◆ Exercise: The expected answer is the data below, printed verbatim without its pictures.

◆ The data:
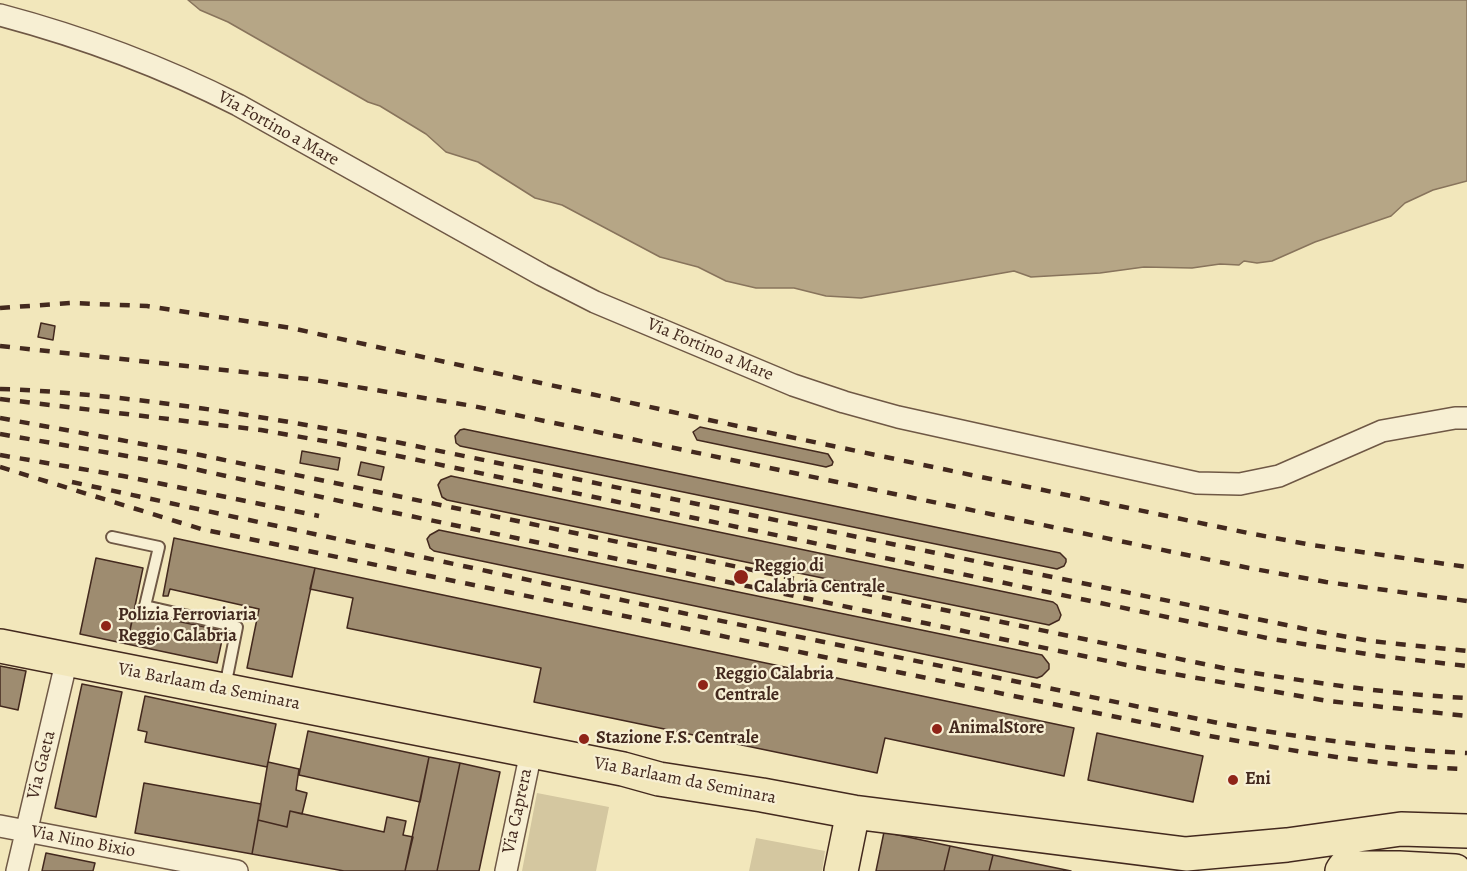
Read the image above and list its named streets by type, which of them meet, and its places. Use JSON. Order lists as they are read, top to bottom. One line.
{"streets":{"main road":["Via Barlaam da Seminara"],"street":["Via Fortino a Mare","Via Gaeta","Via Caprera","Via Nino Bixio"]},"crossings":[["Via Barlaam da Seminara","Via Gaeta"],["Via Barlaam da Seminara","Via Caprera"],["Via Gaeta","Via Nino Bixio"]],"places":["Reggio di Calabria Centrale","Polizia Ferroviaria Reggio Calabria","Reggio Calabria Centrale","AnimalStore","Stazione F.S. Centrale","Eni"]}
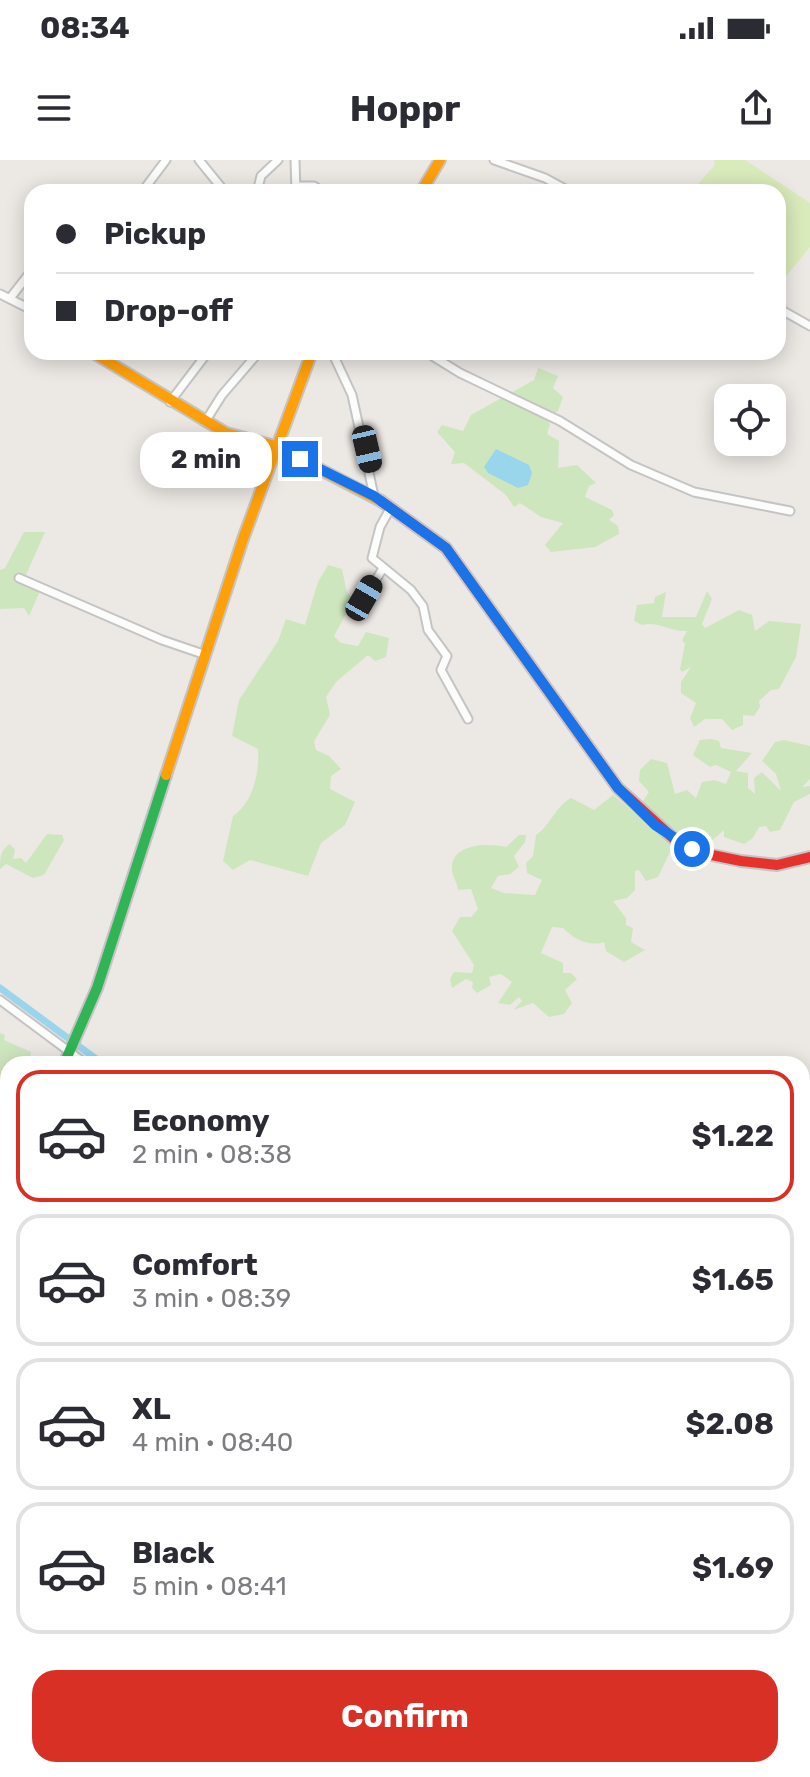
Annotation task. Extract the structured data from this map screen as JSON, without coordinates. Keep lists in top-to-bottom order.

◆ Exercise response:
Read the image above and list its named streets by type, which of them meet, and its places. Use JSON. Order lists as they are read, top to bottom. One line.
{"streets":{"main road":["Via Barlaam da Seminara"],"street":["Via Fortino a Mare","Via Gaeta","Via Caprera","Via Nino Bixio"]},"crossings":[["Via Barlaam da Seminara","Via Gaeta"],["Via Barlaam da Seminara","Via Caprera"],["Via Gaeta","Via Nino Bixio"]],"places":["Reggio di Calabria Centrale","Polizia Ferroviaria Reggio Calabria","Reggio Calabria Centrale","AnimalStore","Stazione F.S. Centrale","Eni"]}
Annotation task. Extract the structured data from this map screen as JSON, without coordinates. Keep lists in top-to-bottom order.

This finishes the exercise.